(Stored data)

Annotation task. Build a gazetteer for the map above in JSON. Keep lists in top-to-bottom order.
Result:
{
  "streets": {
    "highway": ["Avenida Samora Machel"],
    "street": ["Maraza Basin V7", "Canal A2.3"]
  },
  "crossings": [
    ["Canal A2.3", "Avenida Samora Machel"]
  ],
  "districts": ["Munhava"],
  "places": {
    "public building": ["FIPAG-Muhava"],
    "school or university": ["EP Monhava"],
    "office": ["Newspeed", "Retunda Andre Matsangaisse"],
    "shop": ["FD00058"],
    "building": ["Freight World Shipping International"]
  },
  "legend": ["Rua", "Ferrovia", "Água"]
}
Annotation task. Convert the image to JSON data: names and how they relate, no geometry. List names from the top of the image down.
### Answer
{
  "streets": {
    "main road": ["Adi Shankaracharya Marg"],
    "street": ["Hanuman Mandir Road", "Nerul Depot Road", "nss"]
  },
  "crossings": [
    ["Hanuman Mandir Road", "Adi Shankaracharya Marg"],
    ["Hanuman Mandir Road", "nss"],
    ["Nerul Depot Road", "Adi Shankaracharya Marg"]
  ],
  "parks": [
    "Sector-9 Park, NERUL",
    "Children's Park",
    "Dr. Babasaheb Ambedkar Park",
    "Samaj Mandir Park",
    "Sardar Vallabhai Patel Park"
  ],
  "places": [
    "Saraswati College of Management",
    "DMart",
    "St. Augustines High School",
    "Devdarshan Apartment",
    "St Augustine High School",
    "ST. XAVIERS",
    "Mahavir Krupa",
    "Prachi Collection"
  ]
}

> Problem requirements
Wherever "JSON" occurs in the entries above, copy the line it sits on.

> Solution to this exercise
Annotation task. Build a gazetteer for the map above in JSON. Keep lists in top-to-bottom order.
Annotation task. Convert the image to JSON data: names and how they relate, no geometry. List names from the top of the image down.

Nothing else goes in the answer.